> [Task instructions]: Beginning with the first line of the data below, extract each line up to and including the one containing "filter:drop-shadow(0 0 2px". Copy them exactly and add nothing.

> [The records]:
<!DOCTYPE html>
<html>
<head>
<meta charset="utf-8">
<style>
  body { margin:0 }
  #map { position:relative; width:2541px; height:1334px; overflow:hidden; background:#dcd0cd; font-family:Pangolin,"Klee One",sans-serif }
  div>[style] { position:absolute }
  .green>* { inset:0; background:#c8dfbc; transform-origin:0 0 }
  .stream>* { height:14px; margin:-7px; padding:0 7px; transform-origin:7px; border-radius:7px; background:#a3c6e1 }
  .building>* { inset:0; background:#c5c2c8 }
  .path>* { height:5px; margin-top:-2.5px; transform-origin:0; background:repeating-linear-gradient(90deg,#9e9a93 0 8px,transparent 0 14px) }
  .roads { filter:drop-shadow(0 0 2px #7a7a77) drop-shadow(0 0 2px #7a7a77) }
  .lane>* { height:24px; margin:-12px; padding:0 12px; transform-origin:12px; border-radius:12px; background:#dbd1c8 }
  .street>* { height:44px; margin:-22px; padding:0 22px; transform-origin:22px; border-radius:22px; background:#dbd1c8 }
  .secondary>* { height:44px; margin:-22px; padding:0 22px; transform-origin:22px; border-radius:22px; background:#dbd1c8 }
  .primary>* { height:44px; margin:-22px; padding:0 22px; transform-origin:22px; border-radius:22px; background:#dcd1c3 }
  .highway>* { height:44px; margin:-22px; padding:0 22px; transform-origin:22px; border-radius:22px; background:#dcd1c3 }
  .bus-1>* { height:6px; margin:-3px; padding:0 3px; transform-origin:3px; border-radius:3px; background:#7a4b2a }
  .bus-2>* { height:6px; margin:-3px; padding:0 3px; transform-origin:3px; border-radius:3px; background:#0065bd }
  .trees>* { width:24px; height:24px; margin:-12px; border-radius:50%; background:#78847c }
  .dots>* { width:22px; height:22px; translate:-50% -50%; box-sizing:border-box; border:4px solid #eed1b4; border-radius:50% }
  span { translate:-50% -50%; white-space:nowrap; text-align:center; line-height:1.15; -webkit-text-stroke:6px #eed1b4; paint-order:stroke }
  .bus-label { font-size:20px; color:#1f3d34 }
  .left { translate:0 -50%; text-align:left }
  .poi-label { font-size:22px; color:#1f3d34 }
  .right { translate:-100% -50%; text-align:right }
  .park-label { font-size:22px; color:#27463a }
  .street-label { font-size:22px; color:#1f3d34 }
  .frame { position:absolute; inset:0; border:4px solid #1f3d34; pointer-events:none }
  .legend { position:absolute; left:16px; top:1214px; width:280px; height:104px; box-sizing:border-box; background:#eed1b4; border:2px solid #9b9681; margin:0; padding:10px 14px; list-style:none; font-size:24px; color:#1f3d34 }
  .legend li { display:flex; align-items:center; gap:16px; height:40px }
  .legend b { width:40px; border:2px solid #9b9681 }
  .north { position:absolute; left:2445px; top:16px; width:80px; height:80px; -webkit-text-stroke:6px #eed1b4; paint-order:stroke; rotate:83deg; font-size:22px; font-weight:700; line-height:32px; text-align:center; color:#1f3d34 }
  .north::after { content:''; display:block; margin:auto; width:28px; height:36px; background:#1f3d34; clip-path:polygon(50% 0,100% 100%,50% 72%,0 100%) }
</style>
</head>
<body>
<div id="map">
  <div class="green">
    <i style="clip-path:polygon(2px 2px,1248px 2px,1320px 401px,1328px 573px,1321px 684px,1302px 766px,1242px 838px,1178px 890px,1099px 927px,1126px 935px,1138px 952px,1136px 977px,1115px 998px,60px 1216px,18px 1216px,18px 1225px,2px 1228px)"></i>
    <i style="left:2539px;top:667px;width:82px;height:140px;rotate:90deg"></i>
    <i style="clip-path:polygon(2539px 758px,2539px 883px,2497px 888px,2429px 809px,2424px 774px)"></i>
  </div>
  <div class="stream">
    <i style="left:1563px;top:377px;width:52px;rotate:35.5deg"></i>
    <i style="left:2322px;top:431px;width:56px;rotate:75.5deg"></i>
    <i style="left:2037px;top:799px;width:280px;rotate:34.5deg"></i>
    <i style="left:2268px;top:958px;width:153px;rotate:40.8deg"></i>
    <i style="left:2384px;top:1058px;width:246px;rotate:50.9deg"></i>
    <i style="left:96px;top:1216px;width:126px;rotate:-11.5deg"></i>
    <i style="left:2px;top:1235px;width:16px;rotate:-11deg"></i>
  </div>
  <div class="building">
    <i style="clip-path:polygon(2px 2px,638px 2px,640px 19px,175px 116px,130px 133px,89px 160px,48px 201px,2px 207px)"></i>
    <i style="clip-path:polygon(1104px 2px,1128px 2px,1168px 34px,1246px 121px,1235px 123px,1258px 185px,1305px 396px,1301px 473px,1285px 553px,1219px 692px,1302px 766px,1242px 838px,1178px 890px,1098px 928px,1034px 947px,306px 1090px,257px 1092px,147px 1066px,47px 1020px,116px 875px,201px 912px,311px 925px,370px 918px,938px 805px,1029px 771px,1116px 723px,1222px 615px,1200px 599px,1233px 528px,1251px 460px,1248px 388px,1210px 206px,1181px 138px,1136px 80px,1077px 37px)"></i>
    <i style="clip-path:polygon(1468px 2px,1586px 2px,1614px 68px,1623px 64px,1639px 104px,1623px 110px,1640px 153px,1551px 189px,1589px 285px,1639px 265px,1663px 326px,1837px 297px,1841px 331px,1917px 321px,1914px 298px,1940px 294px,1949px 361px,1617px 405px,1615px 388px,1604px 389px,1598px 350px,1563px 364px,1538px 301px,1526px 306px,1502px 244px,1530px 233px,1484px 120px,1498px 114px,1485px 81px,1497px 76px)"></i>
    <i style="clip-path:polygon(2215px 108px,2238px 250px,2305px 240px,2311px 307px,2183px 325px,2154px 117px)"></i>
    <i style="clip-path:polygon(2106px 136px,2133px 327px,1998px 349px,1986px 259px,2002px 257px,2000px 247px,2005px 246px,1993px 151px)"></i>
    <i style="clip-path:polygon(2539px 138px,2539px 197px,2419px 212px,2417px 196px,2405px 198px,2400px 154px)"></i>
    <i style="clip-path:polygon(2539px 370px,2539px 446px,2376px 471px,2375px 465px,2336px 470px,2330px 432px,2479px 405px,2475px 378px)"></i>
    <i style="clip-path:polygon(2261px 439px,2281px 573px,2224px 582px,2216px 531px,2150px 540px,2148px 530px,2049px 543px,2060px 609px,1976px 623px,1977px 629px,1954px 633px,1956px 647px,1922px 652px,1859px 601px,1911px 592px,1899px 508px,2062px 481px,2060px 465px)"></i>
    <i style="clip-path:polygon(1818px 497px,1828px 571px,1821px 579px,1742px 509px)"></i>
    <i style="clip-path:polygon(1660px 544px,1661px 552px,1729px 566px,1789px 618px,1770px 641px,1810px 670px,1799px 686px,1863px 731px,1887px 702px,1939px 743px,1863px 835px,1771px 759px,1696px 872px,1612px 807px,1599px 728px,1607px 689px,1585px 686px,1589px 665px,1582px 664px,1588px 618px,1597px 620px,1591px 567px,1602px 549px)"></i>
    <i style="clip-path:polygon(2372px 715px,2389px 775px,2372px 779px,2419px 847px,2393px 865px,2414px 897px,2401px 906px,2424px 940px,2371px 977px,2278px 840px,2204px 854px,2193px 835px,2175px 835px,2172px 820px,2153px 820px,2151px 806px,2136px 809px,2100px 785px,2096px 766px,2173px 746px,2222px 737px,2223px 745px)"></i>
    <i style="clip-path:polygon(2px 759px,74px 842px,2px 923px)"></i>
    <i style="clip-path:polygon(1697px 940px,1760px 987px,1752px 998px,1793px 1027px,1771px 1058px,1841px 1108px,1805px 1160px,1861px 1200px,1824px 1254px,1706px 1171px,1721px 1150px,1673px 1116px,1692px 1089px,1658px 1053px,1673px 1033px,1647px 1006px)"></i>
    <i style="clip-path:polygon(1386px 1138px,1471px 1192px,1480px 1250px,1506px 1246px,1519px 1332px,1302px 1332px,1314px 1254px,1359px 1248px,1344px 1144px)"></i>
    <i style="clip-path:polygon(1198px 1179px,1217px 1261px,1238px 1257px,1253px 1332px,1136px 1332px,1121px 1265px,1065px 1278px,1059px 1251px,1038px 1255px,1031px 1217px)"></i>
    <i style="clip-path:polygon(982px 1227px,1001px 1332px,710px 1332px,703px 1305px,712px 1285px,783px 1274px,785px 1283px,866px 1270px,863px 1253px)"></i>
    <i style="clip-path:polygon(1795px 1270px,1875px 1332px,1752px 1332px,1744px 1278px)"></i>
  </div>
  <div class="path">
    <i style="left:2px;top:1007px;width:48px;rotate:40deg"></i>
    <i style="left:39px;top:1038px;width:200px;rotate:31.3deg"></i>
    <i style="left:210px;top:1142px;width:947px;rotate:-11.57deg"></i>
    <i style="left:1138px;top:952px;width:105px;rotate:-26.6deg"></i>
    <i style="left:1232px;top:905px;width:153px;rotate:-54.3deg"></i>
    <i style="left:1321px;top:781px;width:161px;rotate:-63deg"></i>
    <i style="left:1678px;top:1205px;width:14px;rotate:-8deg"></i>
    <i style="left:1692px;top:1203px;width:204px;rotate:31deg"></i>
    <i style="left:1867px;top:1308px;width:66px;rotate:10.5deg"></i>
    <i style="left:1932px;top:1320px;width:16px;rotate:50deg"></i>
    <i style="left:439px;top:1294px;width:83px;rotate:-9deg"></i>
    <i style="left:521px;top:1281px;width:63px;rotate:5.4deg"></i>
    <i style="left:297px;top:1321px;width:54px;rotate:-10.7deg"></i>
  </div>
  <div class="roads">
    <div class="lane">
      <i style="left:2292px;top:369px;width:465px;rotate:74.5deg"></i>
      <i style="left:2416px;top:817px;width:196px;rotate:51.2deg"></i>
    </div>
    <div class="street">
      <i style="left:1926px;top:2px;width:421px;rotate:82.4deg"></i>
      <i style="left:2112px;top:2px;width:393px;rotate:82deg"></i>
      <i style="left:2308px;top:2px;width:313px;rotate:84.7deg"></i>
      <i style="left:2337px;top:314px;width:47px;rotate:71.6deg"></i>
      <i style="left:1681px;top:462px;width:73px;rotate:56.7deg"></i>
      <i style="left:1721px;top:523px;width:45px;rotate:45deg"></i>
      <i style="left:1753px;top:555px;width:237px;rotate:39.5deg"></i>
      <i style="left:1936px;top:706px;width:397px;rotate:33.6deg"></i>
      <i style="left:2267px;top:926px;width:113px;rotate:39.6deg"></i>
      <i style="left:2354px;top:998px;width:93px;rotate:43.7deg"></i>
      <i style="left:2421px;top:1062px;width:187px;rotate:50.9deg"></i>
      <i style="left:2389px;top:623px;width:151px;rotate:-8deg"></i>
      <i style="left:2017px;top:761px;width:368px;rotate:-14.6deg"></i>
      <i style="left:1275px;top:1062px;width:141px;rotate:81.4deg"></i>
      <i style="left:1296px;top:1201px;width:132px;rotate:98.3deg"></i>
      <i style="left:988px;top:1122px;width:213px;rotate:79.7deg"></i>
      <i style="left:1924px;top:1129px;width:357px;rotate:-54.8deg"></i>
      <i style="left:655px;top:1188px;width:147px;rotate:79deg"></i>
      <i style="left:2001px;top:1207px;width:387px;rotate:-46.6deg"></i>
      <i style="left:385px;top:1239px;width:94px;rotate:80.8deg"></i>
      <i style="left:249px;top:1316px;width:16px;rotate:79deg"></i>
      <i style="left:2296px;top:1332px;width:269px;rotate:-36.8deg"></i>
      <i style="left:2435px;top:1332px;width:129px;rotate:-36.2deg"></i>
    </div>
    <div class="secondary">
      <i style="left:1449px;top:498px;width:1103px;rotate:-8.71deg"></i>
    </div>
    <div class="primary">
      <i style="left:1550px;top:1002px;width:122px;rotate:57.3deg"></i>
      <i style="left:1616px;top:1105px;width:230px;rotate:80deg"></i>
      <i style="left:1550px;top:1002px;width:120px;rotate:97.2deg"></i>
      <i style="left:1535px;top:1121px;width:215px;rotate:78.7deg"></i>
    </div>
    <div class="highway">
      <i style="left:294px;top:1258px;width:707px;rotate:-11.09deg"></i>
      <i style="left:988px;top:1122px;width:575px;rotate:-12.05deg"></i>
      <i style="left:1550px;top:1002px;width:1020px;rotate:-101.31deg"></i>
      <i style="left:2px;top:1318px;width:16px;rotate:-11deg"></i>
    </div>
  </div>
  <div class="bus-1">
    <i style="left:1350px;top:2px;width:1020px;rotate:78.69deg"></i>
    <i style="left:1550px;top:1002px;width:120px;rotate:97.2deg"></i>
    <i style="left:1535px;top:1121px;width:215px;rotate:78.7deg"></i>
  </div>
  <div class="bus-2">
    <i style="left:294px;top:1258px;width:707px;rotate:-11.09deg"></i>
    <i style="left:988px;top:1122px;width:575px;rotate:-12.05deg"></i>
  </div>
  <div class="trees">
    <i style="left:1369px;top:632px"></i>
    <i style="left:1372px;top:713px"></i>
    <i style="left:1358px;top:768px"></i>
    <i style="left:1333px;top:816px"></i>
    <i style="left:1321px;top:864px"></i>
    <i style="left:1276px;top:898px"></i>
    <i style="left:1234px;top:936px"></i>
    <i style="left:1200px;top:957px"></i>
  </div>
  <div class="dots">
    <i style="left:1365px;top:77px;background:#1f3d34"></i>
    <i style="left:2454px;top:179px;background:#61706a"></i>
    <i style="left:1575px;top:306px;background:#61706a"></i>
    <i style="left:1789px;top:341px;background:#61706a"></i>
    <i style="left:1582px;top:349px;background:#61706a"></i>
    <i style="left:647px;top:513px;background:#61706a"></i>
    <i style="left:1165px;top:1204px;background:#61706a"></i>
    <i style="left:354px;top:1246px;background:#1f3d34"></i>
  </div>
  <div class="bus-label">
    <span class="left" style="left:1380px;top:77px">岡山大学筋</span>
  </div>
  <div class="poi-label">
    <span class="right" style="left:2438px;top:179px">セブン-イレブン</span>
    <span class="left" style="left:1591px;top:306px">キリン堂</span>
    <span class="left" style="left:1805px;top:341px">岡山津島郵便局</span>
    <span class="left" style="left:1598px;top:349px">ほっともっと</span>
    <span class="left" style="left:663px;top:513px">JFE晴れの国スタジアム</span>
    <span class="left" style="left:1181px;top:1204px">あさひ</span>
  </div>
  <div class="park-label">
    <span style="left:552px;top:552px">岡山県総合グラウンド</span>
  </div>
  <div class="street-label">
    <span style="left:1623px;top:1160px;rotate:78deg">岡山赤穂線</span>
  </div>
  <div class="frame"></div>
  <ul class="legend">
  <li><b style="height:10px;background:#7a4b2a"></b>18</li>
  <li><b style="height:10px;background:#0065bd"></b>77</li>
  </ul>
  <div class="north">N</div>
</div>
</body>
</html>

> [Solution]:
<!DOCTYPE html>
<html>
<head>
<meta charset="utf-8">
<style>
  body { margin:0 }
  #map { position:relative; width:2541px; height:1334px; overflow:hidden; background:#dcd0cd; font-family:Pangolin,"Klee One",sans-serif }
  div>[style] { position:absolute }
  .green>* { inset:0; background:#c8dfbc; transform-origin:0 0 }
  .stream>* { height:14px; margin:-7px; padding:0 7px; transform-origin:7px; border-radius:7px; background:#a3c6e1 }
  .building>* { inset:0; background:#c5c2c8 }
  .path>* { height:5px; margin-top:-2.5px; transform-origin:0; background:repeating-linear-gradient(90deg,#9e9a93 0 8px,transparent 0 14px) }
  .roads { filter:drop-shadow(0 0 2px #7a7a77) drop-shadow(0 0 2px #7a7a77) }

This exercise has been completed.